Pero eso da igual. Lo importante es que decidí librarme de él parando en un escaparate, en uno cualquiera y caí en uno que aun no tengo claro qué vendía. Porque yo entiendo bastante bien las palabras 'ferretería', 'librería' e incluso 'chamarilería', pero no tengo la menor idea de cómo se llaman los lugares donde igual te venden un extraño kimono que una pulsera para el pie o lo que parecía ser un perfume. Pero es lo de menos.
Yo estaba mirando algo que se llamaba 'clutch', para disimular. Pero cuando me acerqué a ver su precio vi en el cristal el reflejo de ese tipo, mi compañero de paseo, aquel 'doppelgänger' de Chamberí mirando su móvil. La cosa empezaba a resultar realmente extraña, pensé que quizá éramos dos vencejos guiados por un liderazgo invisible y decidí entrar a comprar el 'clutch' como quien se cambia de nombre o se pone un turbante.

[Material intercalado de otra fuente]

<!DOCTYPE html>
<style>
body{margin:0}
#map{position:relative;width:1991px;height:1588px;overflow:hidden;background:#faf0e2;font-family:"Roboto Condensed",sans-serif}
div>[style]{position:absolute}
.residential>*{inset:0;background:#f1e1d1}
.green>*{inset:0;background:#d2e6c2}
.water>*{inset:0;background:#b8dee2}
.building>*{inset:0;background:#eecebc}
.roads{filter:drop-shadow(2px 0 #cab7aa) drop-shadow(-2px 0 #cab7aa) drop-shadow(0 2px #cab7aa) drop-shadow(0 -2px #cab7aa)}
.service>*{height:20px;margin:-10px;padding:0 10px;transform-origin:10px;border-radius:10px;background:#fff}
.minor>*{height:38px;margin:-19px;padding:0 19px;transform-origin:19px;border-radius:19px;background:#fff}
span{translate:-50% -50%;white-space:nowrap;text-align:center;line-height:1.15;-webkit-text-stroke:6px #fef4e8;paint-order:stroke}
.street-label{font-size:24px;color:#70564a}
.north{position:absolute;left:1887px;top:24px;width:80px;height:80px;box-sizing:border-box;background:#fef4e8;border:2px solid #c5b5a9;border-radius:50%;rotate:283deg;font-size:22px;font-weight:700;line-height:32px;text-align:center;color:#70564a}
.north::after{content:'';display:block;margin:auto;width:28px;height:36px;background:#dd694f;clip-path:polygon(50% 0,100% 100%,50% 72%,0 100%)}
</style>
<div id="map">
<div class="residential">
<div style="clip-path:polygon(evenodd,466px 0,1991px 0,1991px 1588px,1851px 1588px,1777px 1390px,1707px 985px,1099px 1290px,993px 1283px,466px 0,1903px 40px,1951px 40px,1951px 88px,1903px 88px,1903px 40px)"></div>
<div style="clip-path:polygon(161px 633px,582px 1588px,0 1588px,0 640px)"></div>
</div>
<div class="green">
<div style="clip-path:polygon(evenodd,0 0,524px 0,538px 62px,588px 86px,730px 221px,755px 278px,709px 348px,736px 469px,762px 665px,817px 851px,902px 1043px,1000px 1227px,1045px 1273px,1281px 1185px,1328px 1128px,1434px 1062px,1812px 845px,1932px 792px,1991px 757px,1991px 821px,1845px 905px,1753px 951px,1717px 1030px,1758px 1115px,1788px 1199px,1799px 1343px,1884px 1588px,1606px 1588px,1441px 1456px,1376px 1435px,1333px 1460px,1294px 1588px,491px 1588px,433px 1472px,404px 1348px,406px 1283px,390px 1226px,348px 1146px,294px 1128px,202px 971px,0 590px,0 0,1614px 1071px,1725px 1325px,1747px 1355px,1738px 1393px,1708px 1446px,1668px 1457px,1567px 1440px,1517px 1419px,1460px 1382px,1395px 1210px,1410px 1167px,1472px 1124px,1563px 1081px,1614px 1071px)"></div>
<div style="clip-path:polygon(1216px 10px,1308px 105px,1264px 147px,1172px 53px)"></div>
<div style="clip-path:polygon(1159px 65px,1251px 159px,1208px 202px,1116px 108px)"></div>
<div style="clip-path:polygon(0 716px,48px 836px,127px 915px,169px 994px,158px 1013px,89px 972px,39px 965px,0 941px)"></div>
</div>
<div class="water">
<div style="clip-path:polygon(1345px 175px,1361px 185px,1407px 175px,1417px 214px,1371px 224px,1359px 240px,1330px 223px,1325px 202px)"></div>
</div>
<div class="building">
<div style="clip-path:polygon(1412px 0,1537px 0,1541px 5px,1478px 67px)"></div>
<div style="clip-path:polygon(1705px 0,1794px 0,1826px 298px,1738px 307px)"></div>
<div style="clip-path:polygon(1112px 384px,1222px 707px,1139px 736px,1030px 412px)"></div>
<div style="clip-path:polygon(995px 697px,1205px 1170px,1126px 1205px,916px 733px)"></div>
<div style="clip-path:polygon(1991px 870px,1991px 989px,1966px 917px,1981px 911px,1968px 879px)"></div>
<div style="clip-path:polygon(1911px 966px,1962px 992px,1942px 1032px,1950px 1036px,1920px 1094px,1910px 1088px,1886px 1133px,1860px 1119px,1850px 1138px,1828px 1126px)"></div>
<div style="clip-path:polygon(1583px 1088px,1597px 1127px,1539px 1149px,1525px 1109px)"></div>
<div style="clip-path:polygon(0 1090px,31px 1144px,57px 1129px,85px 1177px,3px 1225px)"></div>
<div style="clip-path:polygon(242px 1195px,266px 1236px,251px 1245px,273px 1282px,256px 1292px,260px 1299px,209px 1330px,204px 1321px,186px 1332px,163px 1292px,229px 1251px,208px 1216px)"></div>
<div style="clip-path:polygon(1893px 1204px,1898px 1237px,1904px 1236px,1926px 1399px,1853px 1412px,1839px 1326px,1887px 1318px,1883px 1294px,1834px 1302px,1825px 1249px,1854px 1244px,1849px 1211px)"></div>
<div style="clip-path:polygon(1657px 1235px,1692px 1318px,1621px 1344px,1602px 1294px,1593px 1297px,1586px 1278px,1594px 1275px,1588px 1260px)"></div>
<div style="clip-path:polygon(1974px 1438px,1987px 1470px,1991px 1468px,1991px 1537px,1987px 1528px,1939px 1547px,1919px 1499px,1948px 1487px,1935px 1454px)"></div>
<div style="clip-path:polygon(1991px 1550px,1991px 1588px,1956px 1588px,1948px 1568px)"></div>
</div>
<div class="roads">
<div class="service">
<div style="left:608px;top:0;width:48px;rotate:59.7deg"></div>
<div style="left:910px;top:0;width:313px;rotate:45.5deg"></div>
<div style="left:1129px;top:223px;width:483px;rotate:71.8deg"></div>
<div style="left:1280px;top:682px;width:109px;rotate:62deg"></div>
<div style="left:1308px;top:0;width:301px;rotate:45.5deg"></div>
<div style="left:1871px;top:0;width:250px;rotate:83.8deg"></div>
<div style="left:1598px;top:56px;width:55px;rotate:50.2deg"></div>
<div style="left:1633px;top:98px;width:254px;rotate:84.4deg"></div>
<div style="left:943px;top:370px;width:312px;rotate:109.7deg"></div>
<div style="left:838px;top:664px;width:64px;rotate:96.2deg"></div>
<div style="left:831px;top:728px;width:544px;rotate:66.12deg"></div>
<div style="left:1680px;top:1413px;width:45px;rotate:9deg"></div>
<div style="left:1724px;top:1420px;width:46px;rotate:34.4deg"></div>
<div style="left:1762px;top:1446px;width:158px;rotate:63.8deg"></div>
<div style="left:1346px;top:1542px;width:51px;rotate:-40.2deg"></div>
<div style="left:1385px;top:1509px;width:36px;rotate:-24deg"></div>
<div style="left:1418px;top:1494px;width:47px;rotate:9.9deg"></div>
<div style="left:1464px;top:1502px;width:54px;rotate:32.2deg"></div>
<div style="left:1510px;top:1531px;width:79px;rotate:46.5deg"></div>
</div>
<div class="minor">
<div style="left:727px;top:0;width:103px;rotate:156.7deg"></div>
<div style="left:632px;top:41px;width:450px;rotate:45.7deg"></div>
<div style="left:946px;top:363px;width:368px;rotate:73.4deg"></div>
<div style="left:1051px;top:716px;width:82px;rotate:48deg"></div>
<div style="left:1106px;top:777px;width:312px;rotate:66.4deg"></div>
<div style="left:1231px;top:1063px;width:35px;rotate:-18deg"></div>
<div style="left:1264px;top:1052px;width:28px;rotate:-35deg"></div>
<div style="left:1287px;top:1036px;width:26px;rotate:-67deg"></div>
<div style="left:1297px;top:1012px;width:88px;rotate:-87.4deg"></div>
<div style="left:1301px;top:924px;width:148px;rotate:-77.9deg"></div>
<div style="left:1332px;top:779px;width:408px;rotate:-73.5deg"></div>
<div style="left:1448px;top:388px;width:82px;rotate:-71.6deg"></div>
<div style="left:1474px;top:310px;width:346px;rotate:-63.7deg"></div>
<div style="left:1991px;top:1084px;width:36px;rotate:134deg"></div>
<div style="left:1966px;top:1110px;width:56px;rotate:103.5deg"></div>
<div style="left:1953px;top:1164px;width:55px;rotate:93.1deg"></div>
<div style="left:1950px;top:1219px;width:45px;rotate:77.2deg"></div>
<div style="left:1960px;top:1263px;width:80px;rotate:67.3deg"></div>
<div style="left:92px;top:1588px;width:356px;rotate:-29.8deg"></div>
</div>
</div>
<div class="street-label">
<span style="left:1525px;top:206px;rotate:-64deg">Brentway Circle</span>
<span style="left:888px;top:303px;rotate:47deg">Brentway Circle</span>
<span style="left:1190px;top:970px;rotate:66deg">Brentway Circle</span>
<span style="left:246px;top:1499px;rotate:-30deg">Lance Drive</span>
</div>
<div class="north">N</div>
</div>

El ridículo fue espantoso porque no supe pronunciarlo y, para describírselo a la dependienta, no supe explicar ni para qué servía. Y en medio de la escena, diviso en la cola de la caja a mi viejo amigo, a mi sosias digital, que ni siquiera se había llegado a enterar de mi existencia a pesar de haber compartido conmigo media mañana, con una lámpara en la mano y su maldito móvil en la otra. Decidí que era, sin duda, mi oportunidad para huir y, presa del pánico, dejé plantada a la dependienta y me fui corriendo en dirección al Café Comercial, desde donde escribo estas palabras anhelando la España vacía, el apagón digital y aquel mundo en el que, cuando perseguías a un pobre hombre, al menos te enterabas.